Mounting an external disk intends to make the storage device available for macOS to perform read and write operations on it. Usually, disk mounting is an automatic process and happens when the external hard drive gets connected to Mac via one of the USB ports. Hard drive mounting can be done manually using Disk Utility found under Utilities folder too. If everything is working fine on the disk, it should be visible on the left-hand-side menu of Disk Utility. Select the disk and click on the mount to make it accessible by the operating system. At times, the drive may be not detected automatically. The later part of the article covers the possible issues with issues that may arise and solutions to fix the same.

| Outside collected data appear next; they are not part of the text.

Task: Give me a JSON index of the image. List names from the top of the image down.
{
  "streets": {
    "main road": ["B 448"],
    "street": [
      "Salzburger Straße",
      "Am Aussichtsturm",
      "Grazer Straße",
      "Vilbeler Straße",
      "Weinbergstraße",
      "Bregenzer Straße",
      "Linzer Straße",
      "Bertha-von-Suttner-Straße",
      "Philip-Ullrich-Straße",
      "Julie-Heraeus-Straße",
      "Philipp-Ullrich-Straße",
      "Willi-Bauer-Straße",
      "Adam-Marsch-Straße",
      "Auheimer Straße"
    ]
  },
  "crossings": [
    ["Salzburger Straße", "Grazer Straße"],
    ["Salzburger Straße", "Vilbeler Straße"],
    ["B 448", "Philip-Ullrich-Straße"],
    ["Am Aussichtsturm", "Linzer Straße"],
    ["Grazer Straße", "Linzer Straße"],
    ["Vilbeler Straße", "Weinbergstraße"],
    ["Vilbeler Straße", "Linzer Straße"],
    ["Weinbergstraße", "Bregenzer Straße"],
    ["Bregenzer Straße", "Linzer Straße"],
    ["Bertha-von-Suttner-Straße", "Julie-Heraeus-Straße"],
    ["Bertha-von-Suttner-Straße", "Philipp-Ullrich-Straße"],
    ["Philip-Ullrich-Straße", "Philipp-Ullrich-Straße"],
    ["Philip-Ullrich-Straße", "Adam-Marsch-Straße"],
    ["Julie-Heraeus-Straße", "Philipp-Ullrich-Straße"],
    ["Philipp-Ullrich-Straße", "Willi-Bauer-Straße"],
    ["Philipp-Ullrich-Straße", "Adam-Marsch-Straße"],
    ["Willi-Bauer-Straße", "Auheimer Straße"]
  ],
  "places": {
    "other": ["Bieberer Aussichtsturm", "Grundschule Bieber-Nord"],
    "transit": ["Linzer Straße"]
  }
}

External Drive Mounting Issues on Mac
After connecting the external hard drive to the Mac, it may not show up as the connected devices. Besides, the Disk Utility may display an error message saying could not mount the disk or may freeze during the mounting process. From the number of possible reasons for this to happen, below listed are a few common issues:
1. Incorrect formatting of the disk: The disk that needs to be connected to the Mac system has been formatted in Mac OS Extended (Journaled) format or other Mac supported formats. If this is not the case, the disk will not be recognized.
2. Corrupt Disk: The disk or files residing on the drive may be corrupt and are preventing the disk from being accessible on Mac.
3. Unsafe removal of the disk: The most common reason that damages the disk is removing or ejecting the drive from the system without adequately un-mounting it from the system. This corrupts the disk permissions, which will later prevent the device from mounting properly.
4. Power failure: A sudden power disruption may damage the connected disk and cause the storage device being unable to mount successfully on the system again.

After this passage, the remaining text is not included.